> _Your objective_
Your answer must be an exact copy of the records below.

Collected data:
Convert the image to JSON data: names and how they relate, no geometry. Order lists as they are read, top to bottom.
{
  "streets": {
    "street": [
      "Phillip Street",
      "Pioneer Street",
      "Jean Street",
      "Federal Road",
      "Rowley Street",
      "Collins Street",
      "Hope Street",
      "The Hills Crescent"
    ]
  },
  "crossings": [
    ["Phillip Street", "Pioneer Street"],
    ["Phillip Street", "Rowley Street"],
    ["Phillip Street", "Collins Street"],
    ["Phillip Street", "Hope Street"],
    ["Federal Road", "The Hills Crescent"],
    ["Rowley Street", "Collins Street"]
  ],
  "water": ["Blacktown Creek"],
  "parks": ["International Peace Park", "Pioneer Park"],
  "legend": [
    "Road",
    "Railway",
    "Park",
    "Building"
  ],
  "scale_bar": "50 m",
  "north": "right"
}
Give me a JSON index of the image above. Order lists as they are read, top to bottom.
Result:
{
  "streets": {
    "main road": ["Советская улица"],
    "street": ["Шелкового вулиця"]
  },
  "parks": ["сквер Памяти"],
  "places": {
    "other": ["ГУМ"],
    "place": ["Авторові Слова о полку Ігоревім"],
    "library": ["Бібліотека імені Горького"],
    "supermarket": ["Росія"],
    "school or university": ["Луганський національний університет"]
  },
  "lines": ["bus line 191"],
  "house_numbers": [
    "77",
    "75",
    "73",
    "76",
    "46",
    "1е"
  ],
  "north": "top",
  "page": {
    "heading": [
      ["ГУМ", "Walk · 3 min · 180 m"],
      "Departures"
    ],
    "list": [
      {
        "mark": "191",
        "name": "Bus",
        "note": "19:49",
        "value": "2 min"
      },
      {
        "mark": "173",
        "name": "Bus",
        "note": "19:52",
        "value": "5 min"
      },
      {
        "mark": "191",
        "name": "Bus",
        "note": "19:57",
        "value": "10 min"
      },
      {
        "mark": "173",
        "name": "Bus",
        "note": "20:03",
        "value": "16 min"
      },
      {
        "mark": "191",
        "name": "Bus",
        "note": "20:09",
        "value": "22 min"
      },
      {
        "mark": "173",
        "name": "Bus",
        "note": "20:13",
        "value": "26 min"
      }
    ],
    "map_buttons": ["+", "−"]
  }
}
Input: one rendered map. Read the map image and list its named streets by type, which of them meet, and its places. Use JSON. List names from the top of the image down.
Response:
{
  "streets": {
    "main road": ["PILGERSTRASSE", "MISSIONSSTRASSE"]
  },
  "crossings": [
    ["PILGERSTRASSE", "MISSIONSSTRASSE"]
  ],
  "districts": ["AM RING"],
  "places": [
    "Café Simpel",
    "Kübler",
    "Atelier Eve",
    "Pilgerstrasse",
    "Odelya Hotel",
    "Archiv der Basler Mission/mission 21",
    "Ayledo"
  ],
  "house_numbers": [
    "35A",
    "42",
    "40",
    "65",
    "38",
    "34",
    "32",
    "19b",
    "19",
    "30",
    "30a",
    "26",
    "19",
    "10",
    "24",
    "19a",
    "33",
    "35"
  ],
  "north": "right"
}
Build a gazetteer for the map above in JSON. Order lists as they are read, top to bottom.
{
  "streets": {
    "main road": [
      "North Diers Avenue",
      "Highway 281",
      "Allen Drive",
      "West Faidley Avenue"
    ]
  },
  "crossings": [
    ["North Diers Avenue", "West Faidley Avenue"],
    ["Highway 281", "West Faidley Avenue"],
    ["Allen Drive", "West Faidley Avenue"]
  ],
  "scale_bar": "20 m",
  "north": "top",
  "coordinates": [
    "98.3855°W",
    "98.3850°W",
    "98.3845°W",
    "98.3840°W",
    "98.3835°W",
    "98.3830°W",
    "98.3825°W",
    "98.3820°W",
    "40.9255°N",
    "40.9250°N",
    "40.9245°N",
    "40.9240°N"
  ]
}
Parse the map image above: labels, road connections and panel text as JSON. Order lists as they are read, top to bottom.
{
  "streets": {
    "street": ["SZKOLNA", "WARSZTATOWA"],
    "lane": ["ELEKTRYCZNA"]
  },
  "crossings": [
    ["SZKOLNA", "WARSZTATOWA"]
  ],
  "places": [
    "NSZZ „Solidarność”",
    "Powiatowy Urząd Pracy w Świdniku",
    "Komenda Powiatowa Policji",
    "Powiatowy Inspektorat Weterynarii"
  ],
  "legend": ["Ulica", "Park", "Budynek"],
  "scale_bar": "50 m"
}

> _Expected answer_
Convert the image to JSON data: names and how they relate, no geometry. Order lists as they are read, top to bottom.
{
  "streets": {
    "street": [
      "Phillip Street",
      "Pioneer Street",
      "Jean Street",
      "Federal Road",
      "Rowley Street",
      "Collins Street",
      "Hope Street",
      "The Hills Crescent"
    ]
  },
  "crossings": [
    ["Phillip Street", "Pioneer Street"],
    ["Phillip Street", "Rowley Street"],
    ["Phillip Street", "Collins Street"],
    ["Phillip Street", "Hope Street"],
    ["Federal Road", "The Hills Crescent"],
    ["Rowley Street", "Collins Street"]
  ],
  "water": ["Blacktown Creek"],
  "parks": ["International Peace Park", "Pioneer Park"],
  "legend": [
    "Road",
    "Railway",
    "Park",
    "Building"
  ],
  "scale_bar": "50 m",
  "north": "right"
}
Give me a JSON index of the image above. Order lists as they are read, top to bottom.
Result:
{
  "streets": {
    "main road": ["Советская улица"],
    "street": ["Шелкового вулиця"]
  },
  "parks": ["сквер Памяти"],
  "places": {
    "other": ["ГУМ"],
    "place": ["Авторові Слова о полку Ігоревім"],
    "library": ["Бібліотека імені Горького"],
    "supermarket": ["Росія"],
    "school or university": ["Луганський національний університет"]
  },
  "lines": ["bus line 191"],
  "house_numbers": [
    "77",
    "75",
    "73",
    "76",
    "46",
    "1е"
  ],
  "north": "top",
  "page": {
    "heading": [
      ["ГУМ", "Walk · 3 min · 180 m"],
      "Departures"
    ],
    "list": [
      {
        "mark": "191",
        "name": "Bus",
        "note": "19:49",
        "value": "2 min"
      },
      {
        "mark": "173",
        "name": "Bus",
        "note": "19:52",
        "value": "5 min"
      },
      {
        "mark": "191",
        "name": "Bus",
        "note": "19:57",
        "value": "10 min"
      },
      {
        "mark": "173",
        "name": "Bus",
        "note": "20:03",
        "value": "16 min"
      },
      {
        "mark": "191",
        "name": "Bus",
        "note": "20:09",
        "value": "22 min"
      },
      {
        "mark": "173",
        "name": "Bus",
        "note": "20:13",
        "value": "26 min"
      }
    ],
    "map_buttons": ["+", "−"]
  }
}
Input: one rendered map. Read the map image and list its named streets by type, which of them meet, and its places. Use JSON. List names from the top of the image down.
Response:
{
  "streets": {
    "main road": ["PILGERSTRASSE", "MISSIONSSTRASSE"]
  },
  "crossings": [
    ["PILGERSTRASSE", "MISSIONSSTRASSE"]
  ],
  "districts": ["AM RING"],
  "places": [
    "Café Simpel",
    "Kübler",
    "Atelier Eve",
    "Pilgerstrasse",
    "Odelya Hotel",
    "Archiv der Basler Mission/mission 21",
    "Ayledo"
  ],
  "house_numbers": [
    "35A",
    "42",
    "40",
    "65",
    "38",
    "34",
    "32",
    "19b",
    "19",
    "30",
    "30a",
    "26",
    "19",
    "10",
    "24",
    "19a",
    "33",
    "35"
  ],
  "north": "right"
}
Build a gazetteer for the map above in JSON. Order lists as they are read, top to bottom.
{
  "streets": {
    "main road": [
      "North Diers Avenue",
      "Highway 281",
      "Allen Drive",
      "West Faidley Avenue"
    ]
  },
  "crossings": [
    ["North Diers Avenue", "West Faidley Avenue"],
    ["Highway 281", "West Faidley Avenue"],
    ["Allen Drive", "West Faidley Avenue"]
  ],
  "scale_bar": "20 m",
  "north": "top",
  "coordinates": [
    "98.3855°W",
    "98.3850°W",
    "98.3845°W",
    "98.3840°W",
    "98.3835°W",
    "98.3830°W",
    "98.3825°W",
    "98.3820°W",
    "40.9255°N",
    "40.9250°N",
    "40.9245°N",
    "40.9240°N"
  ]
}
Parse the map image above: labels, road connections and panel text as JSON. Order lists as they are read, top to bottom.
{
  "streets": {
    "street": ["SZKOLNA", "WARSZTATOWA"],
    "lane": ["ELEKTRYCZNA"]
  },
  "crossings": [
    ["SZKOLNA", "WARSZTATOWA"]
  ],
  "places": [
    "NSZZ „Solidarność”",
    "Powiatowy Urząd Pracy w Świdniku",
    "Komenda Powiatowa Policji",
    "Powiatowy Inspektorat Weterynarii"
  ],
  "legend": ["Ulica", "Park", "Budynek"],
  "scale_bar": "50 m"
}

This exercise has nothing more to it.